I see. And then Don furthermore, with the 80 million to 100 million of CapEx investment in the current fiscal year. How close is Kimball Electronics powered the 2 billion revenue goal and I’m wondering like 80 million to 100 million of CapEx like how much capacity in terms of dollars of revenue that is associated with the, like the say, like a midpoint of 90 million of CapEx?

Don Charron

Analyst

Yes. So I mean, as we talked about in the script today, Hendi that we’ve got our sights set on a 2 billion annual revenue goal. And with the CapEx that we’ve had the last couple of years and the CapEx we’re guiding to for this year, as we exit fiscal year 2023, we think we’ll have the footprint to approach that annual revenue number both on facility standpoint, and also approaching it from an equipment standpoint as well.

Hendi Susanto

Analyst

And then one question for Jana. Depreciation will go up because of CapEx investment. How will that affect gross margin and operating margin for the next one or two, two years?

Jana Croom

Analyst

Yes. So what I would say is, I would plan for the CapEx the higher level of CapEx to have roughly 10, year depreciable life, I think that’s probably pretty standard for our industry. But what you should also expect is increased revenue over time associated with that CapEx investment such that over the longer term, you’re going to be able to maintain that gross margin rate. So there should be a little bit of a differential that you’re going to see in the beginning is that capital starts to earn its value.
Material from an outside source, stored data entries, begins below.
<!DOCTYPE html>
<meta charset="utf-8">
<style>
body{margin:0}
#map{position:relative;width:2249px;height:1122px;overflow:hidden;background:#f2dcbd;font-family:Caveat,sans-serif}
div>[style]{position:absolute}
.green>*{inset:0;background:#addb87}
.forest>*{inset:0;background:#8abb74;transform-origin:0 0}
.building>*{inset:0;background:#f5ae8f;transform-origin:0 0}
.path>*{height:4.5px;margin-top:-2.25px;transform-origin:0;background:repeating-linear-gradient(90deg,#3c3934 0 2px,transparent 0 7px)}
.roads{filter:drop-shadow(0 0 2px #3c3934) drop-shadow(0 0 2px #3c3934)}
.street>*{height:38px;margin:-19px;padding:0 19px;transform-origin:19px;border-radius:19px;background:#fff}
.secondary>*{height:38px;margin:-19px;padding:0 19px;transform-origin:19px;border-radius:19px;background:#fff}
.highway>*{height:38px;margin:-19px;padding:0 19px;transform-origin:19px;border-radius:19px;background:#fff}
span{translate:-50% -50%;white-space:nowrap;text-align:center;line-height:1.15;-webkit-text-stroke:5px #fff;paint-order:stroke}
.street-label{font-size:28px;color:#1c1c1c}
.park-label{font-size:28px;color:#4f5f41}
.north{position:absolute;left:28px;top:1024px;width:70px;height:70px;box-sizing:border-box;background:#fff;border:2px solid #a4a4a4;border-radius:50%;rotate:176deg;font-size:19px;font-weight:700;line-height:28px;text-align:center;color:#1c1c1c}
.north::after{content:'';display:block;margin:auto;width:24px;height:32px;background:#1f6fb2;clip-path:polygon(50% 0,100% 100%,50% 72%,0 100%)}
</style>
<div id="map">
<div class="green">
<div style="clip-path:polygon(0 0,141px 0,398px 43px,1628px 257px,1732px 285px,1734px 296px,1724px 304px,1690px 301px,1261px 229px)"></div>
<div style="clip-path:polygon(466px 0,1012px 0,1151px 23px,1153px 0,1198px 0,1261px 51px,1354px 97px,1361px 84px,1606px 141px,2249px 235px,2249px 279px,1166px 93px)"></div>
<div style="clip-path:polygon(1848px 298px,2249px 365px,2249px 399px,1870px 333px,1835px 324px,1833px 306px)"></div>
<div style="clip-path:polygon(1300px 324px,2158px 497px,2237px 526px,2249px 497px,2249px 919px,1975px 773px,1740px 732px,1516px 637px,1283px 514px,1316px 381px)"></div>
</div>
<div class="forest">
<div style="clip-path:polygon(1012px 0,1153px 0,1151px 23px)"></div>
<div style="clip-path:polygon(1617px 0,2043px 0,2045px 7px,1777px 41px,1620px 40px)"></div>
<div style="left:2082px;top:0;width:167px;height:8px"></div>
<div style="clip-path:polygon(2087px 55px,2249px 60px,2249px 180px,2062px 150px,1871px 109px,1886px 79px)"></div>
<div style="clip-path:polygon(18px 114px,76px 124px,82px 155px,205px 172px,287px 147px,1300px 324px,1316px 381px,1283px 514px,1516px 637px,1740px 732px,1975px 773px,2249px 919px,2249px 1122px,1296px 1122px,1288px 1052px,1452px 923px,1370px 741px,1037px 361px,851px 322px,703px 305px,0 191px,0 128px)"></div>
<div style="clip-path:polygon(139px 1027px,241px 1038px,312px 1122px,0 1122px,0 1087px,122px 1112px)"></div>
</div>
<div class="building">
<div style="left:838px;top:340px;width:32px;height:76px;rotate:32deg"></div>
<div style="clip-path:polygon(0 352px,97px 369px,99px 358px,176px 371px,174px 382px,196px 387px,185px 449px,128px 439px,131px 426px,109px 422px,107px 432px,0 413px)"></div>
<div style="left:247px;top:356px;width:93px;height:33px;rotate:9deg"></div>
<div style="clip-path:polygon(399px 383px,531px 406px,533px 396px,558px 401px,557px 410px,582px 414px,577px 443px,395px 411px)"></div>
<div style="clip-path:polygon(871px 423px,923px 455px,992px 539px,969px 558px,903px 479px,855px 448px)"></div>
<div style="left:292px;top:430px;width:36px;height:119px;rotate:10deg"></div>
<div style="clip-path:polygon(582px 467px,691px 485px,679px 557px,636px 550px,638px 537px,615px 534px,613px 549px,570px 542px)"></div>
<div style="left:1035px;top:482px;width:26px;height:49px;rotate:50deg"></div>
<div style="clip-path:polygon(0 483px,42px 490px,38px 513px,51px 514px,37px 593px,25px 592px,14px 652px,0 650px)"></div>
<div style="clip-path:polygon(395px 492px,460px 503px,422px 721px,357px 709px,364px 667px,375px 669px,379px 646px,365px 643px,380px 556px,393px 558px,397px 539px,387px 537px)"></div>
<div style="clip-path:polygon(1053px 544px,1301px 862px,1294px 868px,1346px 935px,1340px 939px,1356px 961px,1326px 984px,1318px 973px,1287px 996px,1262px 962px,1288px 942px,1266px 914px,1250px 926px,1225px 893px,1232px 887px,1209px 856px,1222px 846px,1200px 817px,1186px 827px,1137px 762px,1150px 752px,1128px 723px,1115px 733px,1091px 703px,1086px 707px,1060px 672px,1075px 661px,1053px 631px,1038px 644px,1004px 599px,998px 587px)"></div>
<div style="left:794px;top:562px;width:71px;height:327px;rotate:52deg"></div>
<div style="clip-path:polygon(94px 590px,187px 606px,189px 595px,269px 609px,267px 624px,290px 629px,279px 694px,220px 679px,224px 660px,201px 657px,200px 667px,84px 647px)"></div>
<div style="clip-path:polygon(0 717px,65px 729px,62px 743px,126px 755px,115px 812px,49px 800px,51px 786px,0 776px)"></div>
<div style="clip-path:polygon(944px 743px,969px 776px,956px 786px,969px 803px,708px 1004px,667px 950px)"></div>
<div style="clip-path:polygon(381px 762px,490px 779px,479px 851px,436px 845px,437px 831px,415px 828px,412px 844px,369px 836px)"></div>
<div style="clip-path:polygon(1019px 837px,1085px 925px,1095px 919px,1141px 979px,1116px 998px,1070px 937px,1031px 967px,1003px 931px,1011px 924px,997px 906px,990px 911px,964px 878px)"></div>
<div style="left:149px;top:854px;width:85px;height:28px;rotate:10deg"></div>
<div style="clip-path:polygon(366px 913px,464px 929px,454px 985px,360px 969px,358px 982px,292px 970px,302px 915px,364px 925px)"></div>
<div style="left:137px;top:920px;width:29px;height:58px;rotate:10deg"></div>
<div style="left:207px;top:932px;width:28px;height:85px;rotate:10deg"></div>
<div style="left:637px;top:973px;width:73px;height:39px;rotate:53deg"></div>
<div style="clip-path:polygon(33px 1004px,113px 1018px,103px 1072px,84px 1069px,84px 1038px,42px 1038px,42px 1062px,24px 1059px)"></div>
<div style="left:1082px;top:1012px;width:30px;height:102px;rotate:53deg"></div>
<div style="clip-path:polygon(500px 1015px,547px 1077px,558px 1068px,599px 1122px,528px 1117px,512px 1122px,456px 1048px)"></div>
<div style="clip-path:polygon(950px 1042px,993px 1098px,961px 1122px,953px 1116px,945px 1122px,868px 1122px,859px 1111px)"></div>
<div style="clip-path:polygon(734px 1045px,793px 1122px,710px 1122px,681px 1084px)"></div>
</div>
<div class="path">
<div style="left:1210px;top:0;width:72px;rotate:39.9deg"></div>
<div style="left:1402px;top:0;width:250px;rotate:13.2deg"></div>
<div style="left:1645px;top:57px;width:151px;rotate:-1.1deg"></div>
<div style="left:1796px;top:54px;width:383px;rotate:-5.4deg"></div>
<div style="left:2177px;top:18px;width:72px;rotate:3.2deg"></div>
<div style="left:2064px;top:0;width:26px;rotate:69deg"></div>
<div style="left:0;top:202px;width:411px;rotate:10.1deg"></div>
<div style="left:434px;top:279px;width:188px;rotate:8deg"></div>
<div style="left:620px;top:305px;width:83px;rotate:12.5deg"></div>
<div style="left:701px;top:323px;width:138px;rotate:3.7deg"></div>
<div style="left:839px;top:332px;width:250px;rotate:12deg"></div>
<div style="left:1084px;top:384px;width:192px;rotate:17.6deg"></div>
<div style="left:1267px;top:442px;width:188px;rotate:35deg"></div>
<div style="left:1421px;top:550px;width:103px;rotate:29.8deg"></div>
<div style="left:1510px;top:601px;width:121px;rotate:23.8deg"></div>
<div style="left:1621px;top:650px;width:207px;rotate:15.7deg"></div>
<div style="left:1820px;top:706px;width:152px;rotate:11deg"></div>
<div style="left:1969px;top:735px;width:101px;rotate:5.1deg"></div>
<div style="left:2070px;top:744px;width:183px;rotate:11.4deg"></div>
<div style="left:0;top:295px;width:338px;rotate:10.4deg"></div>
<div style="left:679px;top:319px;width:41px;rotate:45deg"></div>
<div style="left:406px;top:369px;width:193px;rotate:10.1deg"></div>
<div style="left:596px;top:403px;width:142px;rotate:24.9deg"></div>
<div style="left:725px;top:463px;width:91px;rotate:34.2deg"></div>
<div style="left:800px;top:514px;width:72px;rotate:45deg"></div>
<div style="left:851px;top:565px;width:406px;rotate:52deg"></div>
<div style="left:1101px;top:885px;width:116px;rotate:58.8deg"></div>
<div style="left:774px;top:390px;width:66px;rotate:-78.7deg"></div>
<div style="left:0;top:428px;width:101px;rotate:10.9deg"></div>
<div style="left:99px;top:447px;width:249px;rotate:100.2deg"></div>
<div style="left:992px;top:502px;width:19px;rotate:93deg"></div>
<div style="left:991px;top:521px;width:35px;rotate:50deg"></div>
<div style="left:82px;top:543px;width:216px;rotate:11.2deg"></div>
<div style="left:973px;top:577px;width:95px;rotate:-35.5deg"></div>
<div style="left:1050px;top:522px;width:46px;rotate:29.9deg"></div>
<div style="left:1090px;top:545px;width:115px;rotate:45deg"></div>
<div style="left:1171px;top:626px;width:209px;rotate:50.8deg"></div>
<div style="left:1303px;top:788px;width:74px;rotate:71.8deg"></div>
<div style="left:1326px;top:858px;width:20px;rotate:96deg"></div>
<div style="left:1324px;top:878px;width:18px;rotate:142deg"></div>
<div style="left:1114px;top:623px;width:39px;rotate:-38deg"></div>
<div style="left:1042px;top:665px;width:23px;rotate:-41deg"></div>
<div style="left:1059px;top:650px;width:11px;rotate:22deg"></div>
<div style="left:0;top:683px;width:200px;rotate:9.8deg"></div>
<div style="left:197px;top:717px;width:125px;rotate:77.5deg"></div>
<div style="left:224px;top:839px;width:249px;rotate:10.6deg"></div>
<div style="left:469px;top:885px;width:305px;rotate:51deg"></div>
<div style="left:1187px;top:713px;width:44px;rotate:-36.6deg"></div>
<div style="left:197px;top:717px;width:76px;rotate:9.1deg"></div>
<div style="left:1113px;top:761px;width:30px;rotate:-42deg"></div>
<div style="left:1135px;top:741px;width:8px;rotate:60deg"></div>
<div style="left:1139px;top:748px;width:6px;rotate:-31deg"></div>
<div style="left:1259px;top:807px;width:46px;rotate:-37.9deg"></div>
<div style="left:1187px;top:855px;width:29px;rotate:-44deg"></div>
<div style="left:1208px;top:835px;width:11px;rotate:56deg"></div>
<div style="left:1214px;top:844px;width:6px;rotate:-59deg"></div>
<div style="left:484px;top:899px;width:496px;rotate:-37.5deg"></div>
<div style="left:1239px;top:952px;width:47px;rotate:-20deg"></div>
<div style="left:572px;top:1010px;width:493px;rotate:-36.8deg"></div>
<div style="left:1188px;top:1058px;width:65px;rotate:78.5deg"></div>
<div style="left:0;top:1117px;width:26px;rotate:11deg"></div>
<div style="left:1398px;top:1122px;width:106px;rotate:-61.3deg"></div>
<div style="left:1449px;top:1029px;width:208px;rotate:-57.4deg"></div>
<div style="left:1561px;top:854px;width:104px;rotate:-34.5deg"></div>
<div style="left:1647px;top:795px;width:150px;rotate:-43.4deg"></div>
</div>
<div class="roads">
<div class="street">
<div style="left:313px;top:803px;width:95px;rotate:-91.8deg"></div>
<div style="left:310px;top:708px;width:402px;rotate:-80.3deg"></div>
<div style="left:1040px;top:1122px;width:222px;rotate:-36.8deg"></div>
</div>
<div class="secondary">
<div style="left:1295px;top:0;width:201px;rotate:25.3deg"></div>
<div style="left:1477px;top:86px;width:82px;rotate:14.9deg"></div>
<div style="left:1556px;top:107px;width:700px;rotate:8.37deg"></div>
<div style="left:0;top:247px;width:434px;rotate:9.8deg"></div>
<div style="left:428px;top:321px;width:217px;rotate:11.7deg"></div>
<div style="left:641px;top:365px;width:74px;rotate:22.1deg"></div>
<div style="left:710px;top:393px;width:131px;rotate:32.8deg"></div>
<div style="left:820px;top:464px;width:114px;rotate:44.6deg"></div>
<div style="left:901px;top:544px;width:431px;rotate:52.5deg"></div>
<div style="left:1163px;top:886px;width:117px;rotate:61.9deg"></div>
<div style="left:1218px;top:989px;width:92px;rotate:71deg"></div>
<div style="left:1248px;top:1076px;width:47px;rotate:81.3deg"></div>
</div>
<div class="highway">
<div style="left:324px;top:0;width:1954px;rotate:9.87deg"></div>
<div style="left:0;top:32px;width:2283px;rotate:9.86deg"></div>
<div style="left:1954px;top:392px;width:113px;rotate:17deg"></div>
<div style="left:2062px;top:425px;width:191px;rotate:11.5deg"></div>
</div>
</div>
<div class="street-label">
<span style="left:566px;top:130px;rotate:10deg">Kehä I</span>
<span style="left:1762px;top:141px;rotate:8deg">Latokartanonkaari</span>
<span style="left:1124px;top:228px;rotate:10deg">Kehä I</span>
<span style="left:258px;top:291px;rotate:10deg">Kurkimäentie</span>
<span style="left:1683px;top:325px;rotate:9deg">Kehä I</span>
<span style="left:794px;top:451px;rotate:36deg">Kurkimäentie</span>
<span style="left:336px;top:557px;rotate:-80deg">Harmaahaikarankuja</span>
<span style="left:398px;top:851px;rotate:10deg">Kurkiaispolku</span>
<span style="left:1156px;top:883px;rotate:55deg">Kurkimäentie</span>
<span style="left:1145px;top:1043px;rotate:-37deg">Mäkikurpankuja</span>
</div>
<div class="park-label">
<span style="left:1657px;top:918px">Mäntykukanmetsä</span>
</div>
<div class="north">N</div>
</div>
But that’s just the temporary difference between capital deployment timing and revenue coming through and as we sort of cycle through that’s going to normalize and I would expect our gross margin rates to hold in very nicely.

Operator

Operator

[Operator Instructions] It appears you have no questions at this moment. So I’m going to hand it back to Don for any final remarks.

Don Charron

Analyst

Thank you, everyone. That brings us to the end of today’s call. We appreciate your interest and look forward to speaking with you in the near future. If you have any questions in the interim, please feel free to reach out to Andy. Have a good day.

Operator

Operator

At this time, listeners may simply hang up to disconnect from the call. Thank you and have a nice day.